Which of the lines below contain the string "rotate"? Copy each one.
---------- INFORMATION PROVIDED
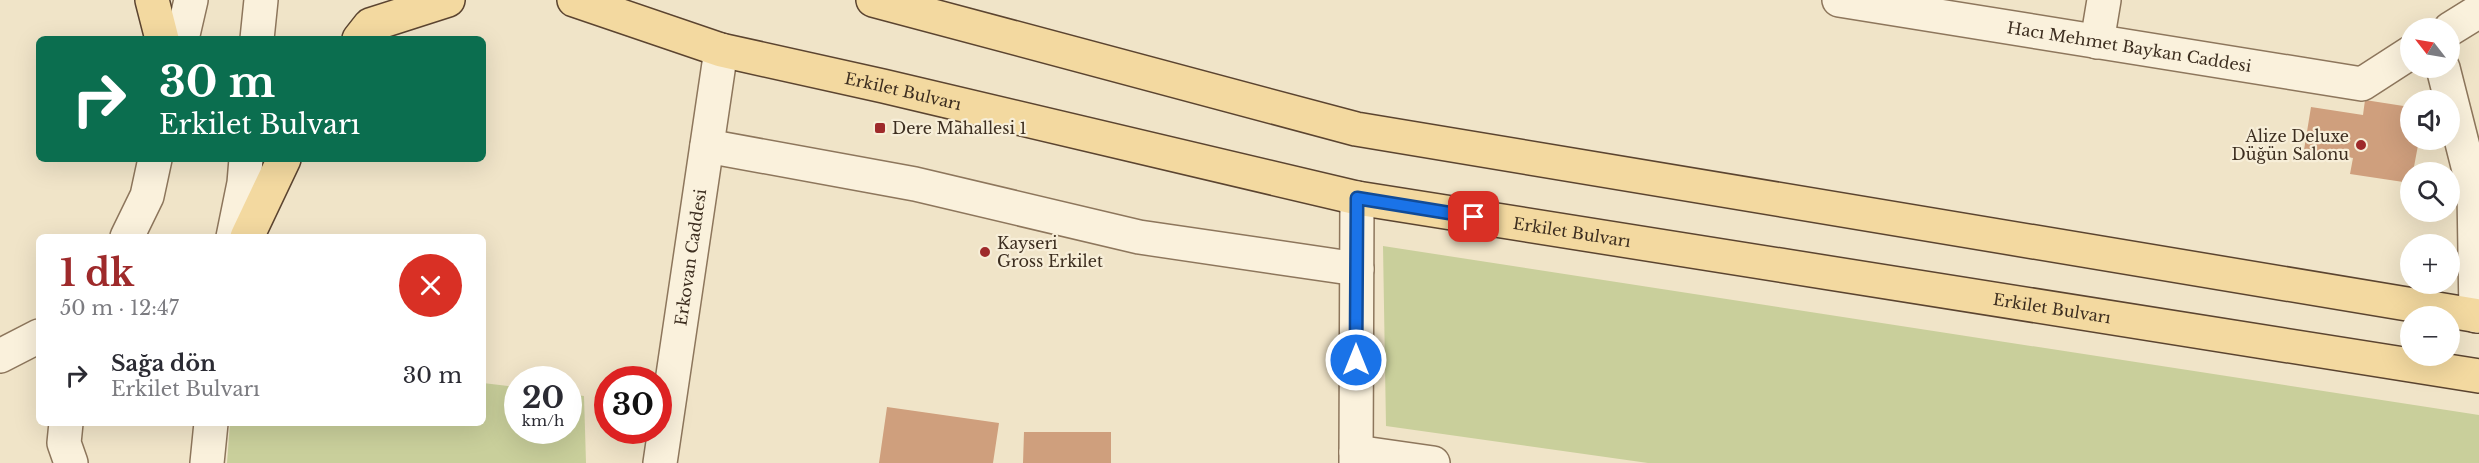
<!DOCTYPE html>
<html lang="tr">
<meta charset="utf-8">
<style>
body{margin:0;font-family:"Libre Baskerville",serif;background:#f7f7f7;color:#2b2b33;height:100vh;display:flex;flex-direction:column;font-size:22px;white-space:nowrap}
*{box-sizing:border-box;margin:0}
p{font-size:20px;color:#7c7c81}
.icon{flex:none;width:33px;height:33px;fill:none;stroke:currentColor;stroke-width:2;stroke-linecap:round;stroke-linejoin:round}
.map{position:relative;flex:1;overflow:hidden}
.panel{position:absolute;left:36px;top:234px;width:450px;height:192px;display:flex;flex-direction:column;background:#fff;border-radius:9px;box-shadow:0 6px 24px #0002}
.panel>*{flex:none}
.hud{position:absolute;left:36px;top:36px;width:450px;height:126px;border-radius:9px;box-shadow:0 6px 24px #0002;background:#0b6e4f;color:#fff;overflow:hidden}
.needle{width:39px;rotate:301deg}
.controls{position:absolute;left:2400px;top:18px;display:grid;gap:12px}
.controls a{display:grid;place-items:center;width:60px;height:60px;border-radius:50%;background:#fff;box-shadow:0 6px 24px #0002;font-size:30px}
.speed{position:absolute;left:504px;top:366px;display:flex;gap:12px;font-size:30px;font-weight:700;text-align:center}
.speed>*{display:grid;place-content:center;width:78px;height:78px;border-radius:50%;background:#fff;box-shadow:0 6px 24px #0002;line-height:1}
.speed small{font-size:15px;font-weight:400}
.speed .limit{border:9px solid #d22;background:#fff;color:#111}
.pin{position:absolute;display:grid;place-items:center;width:51px;height:51px;color:#fff;margin:-26px;border-radius:12px;box-shadow:0 3px 9px #0006}
.me{position:absolute;width:66px;margin:-33px;rotate:0deg;stroke-linejoin:round;filter:drop-shadow(0 0 4px #0008)}
.turn{display:flex;align-items:center;gap:21px;height:126px;padding:0 24px;font-size:27px}
.turn .icon{width:78px;height:78px;stroke-width:2.5}
.turn b{display:block;font-size:42px;line-height:51px}
.round{display:grid;place-items:center;flex:none;width:63px;height:63px;border-radius:32px;background:#f7f7f7}
.overview{display:flex;align-items:center;justify-content:space-between;height:102px;padding:0 24px}
h1{font-size:36px;font-weight:700;line-height:45px;color:#9e2a2b}
ul{padding:0;list-style:none}
li{display:flex;align-items:center;gap:18px;height:78px;padding:0 24px}
li div{flex:1}
li b{display:block;font-size:22px}
li em{font-style:normal}
.map>svg:first-child{display:block}
.green{fill:#c9cf9b}
.building{fill:#cf9f7d}
.lines{fill:none;stroke-linecap:round;stroke-linejoin:round}
.minor-casing{stroke:#8d765c;stroke-width:36}
.major-casing{stroke:#5b4430;stroke-width:36}
.minor{stroke:#faf1dc;stroke-width:33}
.major{stroke:#f3d9a0;stroke-width:33}
.route-casing{stroke:#114b97;stroke-width:15}
.route{stroke:#1a73e8;stroke-width:10}
.poi-dot{fill:#9e2a2b;stroke:#f7eed8;stroke-width:2}
.labels{text-anchor:middle;stroke-width:4.5;stroke-linejoin:round;paint-order:stroke}
.street-label{font-size:16px;fill:#3d2e20;stroke:#f7eed8}
.poi-label{font-size:16px;fill:#3d2e20;stroke:#f7eed8;text-anchor:start}
</style>
<div class="map">
<svg width="2479" height="463" viewBox="0 0 2479 463">
<rect width="100%" height="100%" fill="#f0e4c8"/>
<!-- green -->
<path class="green" d="M1383 246 2479 415V463H1648L1386 426Z
M483 383 517 387 518 430H568L569 394 584 396 586 463H227L230 423H483Z"/>
<!-- building -->
<path class="building" d="M2365 100 2410 107V140H2419L2413 172H2410V183L2350 174 2353 158 2304 150 2311 107 2363 115Z
M887 407 999 423 993 463H879Z
M1024 432H1111V463H1023Z"/>
<g class="lines">
<!-- minor casing -->
<g class="minor-casing">
<g id="minor">
<path id="s1" d="M1839 0 2362 84 2410 53"/>
<path d="M2450 29 2479 11"/>
<path d="M182 39 191 0"/>
<path d="M257 39 261 0"/>
<path d="M2097 42 2104 0"/>
<path d="M2443 68 2474 190 2476 316"/>
<path d="M707 146 915 184 1139 237 1357 269"/>
<path d="M127 237 147 196 155 159"/>
<path d="M233 237 244 183 246 159"/>
<path d="M0 356 39 336"/>
<path d="M66 423 64 443 71 463"/>
<path d="M1356 452 1433 463"/>
<path d="M207 463 211 423"/>
<path id="s2" d="M660 463 721 50"/>
<path d="M1356 463 1357 198"/>
</g>
</g>
<!-- major casing -->
<g class="major-casing">
<g id="major">
<path d="M152 0 162 39"/>
<path id="s3" d="M574 0 721 50 883 86 1357 198 2479 376"/>
<path d="M873 0 1356 129 2479 316"/>
<path d="M359 39 370 25 448 0"/>
<path d="M247 237 284 159"/>
</g>
</g>
<!-- minor -->
<use href="#minor" class="minor"/>
<!-- major -->
<use href="#major" class="major"/>
</g>
<g class="lines">
<!-- route casing -->
<g class="route-casing">
<path id="route" d="M1356 360 1357 198 1474 217"/>
</g>
<!-- route -->
<use href="#route" class="route"/>
</g>
<!-- markers -->
<g class="poi-dot">
<rect x="874" y="122" width="12" height="12" rx="3"/>
<circle cx="2361" cy="145" r="6"/>
<circle cx="985" cy="252" r="6"/>
</g>
<g class="labels">
<!-- street labels -->
<g class="street-label">
<text dy="6" stroke="none"><textPath href="#s1" startOffset="294">Hacı Mehmet Baykan Caddesi</textPath></text>
<text dy="6" stroke="none"><textPath href="#s3" startOffset="342">Erkilet Bulvarı</textPath></text>
<text dy="6" stroke="none"><textPath href="#s3" startOffset="1026">Erkilet Bulvarı</textPath></text>
<text dy="6" stroke="none"><textPath href="#s2" startOffset="208">Erkovan Caddesi</textPath></text>
<text dy="6" stroke="none"><textPath href="#s3" startOffset="1512">Erkilet Bulvarı</textPath></text>
</g>
<!-- poi labels -->
<g class="poi-label">
<text x="892" y="134">Dere Mahallesi 1</text>
<text x="2349" y="142" text-anchor="end">Alize Deluxe<tspan x="2349" dy="18">Düğün Salonu</tspan></text>
<text x="997" y="249">Kayseri<tspan x="997" dy="18">Gross Erkilet</tspan></text>
</g>
</g>
</svg>
<div class="controls">
<a><svg class="needle" viewBox="-14 -14 28 28"><path d="M0-13l5 13h-10z" fill="#e53935"/><path d="M0 13l5-13h-10z" fill="#7c7c81"/></svg></a>
<a><svg class="icon" aria-label="sound" viewBox="0 0 24 24"><path d="M4 9h4l5-4v14l-5-4H4zM17 9q2 3 0 6"/></svg></a>
<a><svg class="icon" aria-label="search" viewBox="0 0 24 24"><circle cx="10" cy="10" r="6"/><path d="M15 15l6 6"/></svg></a>
<a>+</a>
<a>−</a>
</div>
<div class="speed"><div>20<small>km/h</small></div><div class="limit">30</div></div>
<div class="pin" style="left:1474px;top:217px;background:#d93025"><svg class="icon" aria-label="arrive" viewBox="0 0 24 24"><path d="M6 21V4h12l-3 4 3 4H6"/></svg></div>
<svg class="me" style="left:1356px;top:360px" viewBox="-20 -20 40 40"><circle r="17" fill="#1a73e8" stroke="#fff" stroke-width="3"/><path d="M0-11L8 9 0 5-8 9z" fill="#fff"/></svg>
<div class="hud">
<div class="turn"><svg class="icon" aria-label="right" viewBox="0 0 24 24"><path d="M7 20v-9h11M14 6l5 5-5 5"/></svg><div><b>30 m</b>Erkilet Bulvarı</div></div>
</div>
<section class="panel">
<div class="overview"><div><h1>1 dk</h1><p>50 m · 12:47</p></div><a class="round" style="background:#d93025;color:#fff"><svg class="icon" aria-label="close" viewBox="0 0 24 24"><path d="M6 6l12 12M18 6L6 18"/></svg></a></div>
<ul>
<li><svg class="icon" aria-label="right" viewBox="0 0 24 24"><path d="M7 20v-9h11M14 6l5 5-5 5"/></svg><div><b>Sağa dön</b><p>Erkilet Bulvarı</p></div><em>30 m</em></li>
</ul>
</section>
</div>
--------------------
# ANSWER:
.needle{width:39px;rotate:301deg}
.me{position:absolute;width:66px;margin:-33px;rotate:0deg;stroke-linejoin:round;filter:drop-shadow(0 0 4px #0008)}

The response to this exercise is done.